Faster Private Minimum Spanning Trees
Rasmus Pagh, Lukas Retschmeier
TL;DR
This work addresses privately releasing a minimum spanning tree when edge weights are private under the $\ell_∞$-neighboring model, achieving $O(m + n^{3/2}\log n / \sqrt{\rho})$ runtime and $O\left(n^{3/2}\log(n)\,\Delta_∞ / \sqrt{\rho}\right)$ MST error with high probability. It introduces Fast-PAMST, an in-place private MST algorithm that simulates Report-Noisy-Max efficiently by discretizing weights to multiples of $\Delta_∞$, grouping edges of identical discretized weights, and employing a specialized priority queue to support fast private edge selections within Prim-Jarník’s framework.
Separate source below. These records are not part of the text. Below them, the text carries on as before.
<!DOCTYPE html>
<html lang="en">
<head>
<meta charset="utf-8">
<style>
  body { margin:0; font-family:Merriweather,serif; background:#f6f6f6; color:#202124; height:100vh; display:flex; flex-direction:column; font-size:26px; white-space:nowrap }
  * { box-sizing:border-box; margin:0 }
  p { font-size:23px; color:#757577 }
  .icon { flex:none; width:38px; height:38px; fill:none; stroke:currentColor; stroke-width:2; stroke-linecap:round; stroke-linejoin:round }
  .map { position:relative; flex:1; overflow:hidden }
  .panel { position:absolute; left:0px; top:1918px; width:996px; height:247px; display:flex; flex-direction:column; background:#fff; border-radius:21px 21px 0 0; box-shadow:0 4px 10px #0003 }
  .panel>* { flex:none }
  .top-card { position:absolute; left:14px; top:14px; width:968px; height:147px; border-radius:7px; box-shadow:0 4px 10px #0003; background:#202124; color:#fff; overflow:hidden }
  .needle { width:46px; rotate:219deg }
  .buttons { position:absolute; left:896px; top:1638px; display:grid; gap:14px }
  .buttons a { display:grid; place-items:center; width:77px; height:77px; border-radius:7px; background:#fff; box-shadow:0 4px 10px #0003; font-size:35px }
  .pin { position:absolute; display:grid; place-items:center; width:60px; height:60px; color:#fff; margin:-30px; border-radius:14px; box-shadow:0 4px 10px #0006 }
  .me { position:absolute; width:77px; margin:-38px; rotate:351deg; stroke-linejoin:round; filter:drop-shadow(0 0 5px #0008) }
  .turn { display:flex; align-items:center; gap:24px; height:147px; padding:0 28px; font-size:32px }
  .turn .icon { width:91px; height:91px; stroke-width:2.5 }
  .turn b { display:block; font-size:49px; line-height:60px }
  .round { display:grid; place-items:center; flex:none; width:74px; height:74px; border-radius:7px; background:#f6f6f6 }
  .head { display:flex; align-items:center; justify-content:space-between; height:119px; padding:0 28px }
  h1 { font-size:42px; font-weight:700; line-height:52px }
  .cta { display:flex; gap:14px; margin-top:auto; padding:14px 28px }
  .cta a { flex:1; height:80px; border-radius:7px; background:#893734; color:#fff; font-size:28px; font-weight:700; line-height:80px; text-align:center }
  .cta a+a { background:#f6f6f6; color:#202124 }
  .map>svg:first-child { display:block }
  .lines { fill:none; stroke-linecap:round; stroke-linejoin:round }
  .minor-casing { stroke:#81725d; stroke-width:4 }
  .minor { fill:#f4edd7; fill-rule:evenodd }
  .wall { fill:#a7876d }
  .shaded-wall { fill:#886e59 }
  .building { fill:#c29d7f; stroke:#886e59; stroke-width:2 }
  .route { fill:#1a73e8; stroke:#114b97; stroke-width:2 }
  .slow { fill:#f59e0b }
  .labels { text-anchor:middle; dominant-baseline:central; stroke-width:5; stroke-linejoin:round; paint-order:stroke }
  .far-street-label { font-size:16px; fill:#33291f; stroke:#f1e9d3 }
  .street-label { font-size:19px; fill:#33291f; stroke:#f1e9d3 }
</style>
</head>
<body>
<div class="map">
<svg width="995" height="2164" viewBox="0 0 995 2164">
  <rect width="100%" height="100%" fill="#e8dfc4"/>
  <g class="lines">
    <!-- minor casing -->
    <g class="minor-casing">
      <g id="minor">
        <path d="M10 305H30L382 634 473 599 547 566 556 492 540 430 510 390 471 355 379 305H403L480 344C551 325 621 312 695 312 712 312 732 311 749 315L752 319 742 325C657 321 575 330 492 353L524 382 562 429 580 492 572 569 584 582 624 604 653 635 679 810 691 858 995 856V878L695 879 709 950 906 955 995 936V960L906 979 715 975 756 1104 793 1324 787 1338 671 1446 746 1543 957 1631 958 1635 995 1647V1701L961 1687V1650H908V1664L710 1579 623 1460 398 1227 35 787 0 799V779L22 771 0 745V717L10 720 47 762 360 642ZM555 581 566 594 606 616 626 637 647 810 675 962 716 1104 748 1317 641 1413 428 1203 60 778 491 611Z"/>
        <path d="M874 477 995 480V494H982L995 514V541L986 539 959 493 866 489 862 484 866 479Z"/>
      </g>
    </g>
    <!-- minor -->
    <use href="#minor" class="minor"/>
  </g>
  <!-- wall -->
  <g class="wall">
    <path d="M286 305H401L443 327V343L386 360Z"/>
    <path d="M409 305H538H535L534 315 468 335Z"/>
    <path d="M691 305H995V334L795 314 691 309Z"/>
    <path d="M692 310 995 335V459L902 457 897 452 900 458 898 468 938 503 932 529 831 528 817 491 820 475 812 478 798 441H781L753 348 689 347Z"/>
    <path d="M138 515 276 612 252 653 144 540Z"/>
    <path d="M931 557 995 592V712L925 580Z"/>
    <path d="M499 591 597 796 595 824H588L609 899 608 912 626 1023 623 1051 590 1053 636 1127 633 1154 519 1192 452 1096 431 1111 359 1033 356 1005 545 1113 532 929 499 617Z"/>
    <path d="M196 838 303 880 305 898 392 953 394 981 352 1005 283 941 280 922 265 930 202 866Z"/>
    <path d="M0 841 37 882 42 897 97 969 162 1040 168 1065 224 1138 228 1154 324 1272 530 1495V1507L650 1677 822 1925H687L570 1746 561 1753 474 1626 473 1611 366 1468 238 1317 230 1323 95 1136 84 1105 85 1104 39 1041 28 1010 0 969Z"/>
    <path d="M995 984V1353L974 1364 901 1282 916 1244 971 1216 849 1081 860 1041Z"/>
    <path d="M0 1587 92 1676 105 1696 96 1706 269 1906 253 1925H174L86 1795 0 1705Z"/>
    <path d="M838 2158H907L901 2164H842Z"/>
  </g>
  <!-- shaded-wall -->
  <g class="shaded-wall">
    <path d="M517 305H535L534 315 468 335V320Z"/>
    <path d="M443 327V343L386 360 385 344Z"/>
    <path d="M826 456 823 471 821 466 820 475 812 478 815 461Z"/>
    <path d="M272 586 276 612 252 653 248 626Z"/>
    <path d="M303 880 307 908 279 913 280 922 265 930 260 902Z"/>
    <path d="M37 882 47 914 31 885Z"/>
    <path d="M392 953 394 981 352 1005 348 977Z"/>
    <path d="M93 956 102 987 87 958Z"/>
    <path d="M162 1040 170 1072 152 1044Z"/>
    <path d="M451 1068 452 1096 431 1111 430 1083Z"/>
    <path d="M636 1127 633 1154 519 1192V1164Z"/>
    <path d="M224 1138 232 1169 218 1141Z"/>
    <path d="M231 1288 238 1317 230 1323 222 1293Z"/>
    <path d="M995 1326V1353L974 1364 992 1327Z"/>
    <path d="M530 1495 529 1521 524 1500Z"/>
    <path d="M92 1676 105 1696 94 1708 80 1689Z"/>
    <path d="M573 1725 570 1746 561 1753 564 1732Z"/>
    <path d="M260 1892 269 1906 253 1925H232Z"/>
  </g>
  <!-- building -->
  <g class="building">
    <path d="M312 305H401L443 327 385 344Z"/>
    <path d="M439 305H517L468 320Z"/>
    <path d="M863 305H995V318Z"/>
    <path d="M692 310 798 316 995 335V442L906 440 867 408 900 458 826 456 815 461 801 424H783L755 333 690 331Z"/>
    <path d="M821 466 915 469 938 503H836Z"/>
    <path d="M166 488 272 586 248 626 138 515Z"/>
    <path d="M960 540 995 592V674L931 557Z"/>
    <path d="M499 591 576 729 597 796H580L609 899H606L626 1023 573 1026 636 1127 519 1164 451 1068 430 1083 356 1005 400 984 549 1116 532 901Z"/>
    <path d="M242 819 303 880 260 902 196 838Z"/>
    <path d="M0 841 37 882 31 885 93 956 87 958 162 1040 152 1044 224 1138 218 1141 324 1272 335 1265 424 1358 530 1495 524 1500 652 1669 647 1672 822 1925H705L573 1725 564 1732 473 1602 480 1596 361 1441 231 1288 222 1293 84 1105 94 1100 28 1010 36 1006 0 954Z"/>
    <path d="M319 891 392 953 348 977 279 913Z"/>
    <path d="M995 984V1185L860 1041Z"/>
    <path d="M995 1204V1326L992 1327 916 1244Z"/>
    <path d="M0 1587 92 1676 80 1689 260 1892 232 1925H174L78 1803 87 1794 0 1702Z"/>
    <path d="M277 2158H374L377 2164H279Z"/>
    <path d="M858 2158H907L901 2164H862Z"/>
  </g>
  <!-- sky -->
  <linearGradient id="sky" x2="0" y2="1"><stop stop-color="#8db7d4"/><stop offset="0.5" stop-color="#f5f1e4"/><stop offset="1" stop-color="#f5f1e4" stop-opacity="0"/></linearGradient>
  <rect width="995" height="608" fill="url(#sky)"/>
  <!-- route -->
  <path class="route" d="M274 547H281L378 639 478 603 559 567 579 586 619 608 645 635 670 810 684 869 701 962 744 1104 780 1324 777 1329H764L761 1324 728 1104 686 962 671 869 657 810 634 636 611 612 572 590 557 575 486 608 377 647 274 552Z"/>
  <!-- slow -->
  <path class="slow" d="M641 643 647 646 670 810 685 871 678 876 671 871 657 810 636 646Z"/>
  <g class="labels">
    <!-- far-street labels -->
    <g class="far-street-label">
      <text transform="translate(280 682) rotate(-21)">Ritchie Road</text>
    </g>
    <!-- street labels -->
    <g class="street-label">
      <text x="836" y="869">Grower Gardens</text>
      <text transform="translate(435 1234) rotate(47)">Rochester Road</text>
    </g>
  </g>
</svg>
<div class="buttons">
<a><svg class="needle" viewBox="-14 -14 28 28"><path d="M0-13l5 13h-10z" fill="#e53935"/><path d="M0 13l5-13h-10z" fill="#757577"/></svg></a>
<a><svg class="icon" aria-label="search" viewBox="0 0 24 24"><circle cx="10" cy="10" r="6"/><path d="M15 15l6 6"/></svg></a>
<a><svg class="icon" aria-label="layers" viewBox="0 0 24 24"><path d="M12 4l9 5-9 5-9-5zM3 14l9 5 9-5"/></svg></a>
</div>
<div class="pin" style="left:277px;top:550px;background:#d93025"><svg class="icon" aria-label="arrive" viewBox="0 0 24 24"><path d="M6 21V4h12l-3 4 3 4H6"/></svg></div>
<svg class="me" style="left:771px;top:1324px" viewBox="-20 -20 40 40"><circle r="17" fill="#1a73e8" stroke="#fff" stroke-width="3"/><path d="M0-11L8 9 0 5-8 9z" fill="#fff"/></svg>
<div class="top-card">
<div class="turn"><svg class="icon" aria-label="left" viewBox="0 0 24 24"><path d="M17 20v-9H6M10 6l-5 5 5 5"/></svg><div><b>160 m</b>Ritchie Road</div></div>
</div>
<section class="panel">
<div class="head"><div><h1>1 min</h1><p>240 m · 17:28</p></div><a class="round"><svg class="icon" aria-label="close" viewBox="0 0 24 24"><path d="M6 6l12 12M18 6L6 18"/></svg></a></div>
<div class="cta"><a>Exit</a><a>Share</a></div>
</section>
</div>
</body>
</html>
The main technical contributions include discretized RNM, grouped-top sampling via MaxExp, bottom-edge noise handling, and a four-layer sqrt-decomposition data structure, collectively delivering a running time of $O(m + n^{3/2}\log n / \sqrt{\rho})$ for dense graphs and optimal asymptotic error bounds $O\left(n^{3/2}\log(n)\,\Delta_∞ / \sqrt{\rho}\right)$. Empirical results corroborate the theoretical claims, showing substantial speedups over prior post-processing and PAMST approaches while maintaining tight private MST utility. The proposed approach broadens the practicality of privacy-preserving MSTs for clustering and synthetic data generation, and opens avenues for extending to sparse graphs and other $\ell_p$ privacy settings, as well as related tasks like Chow-Liu trees.
Abstract
Motivated by applications in clustering and synthetic data generation, we consider the problem of releasing a minimum spanning tree (MST) under edge-weight differential privacy constraints where a graph topology $G=(V,E)$ with $n$ vertices and $m$ edges is public, the weight matrix $\vec{W}\in \mathbb{R}^{n \times n}$ is private, and we wish to release an approximate MST under $ρ$-zero-concentrated differential privacy. Weight matrices are considered neighboring if they differ by at most $Δ_\infty$ in each entry, i.e., we consider an $\ell_\infty$ neighboring relationship. Existing private MST algorithms either add noise to each entry in $\vec{W}$ and estimate the MST by post-processing or add noise to weights in-place during the execution of a specific MST algorithm. Using the post-processing approach with an efficient MST algorithm takes $O(n^2)$ time on dense graphs but results in an additive error on the weight of the MST of magnitude $O(n^2\log n)$. In-place algorithms give asymptotically better utility, but the running time of existing in-place algorithms is $O(n^3)$ for dense graphs. Our main result is a new differentially private MST algorithm that matches the utility of existing in-place methods while running in time $O(m + n^{3/2}\log n)$ for fixed privacy parameter $ρ$. The technical core of our algorithm is an efficient sublinear time simulation of Report-Noisy-Max that works by discretizing all edge weights to a multiple of $Δ_\infty$ and forming groups of edges with identical weights. Specifically, we present a data structure that allows us to sample a noisy minimum weight edge among at most $O(n^2)$ cut edges in $O(\sqrt{n} \log n)$ time. Experimental evaluations support our claims that our algorithm significantly improves previous algorithms either in utility or running time.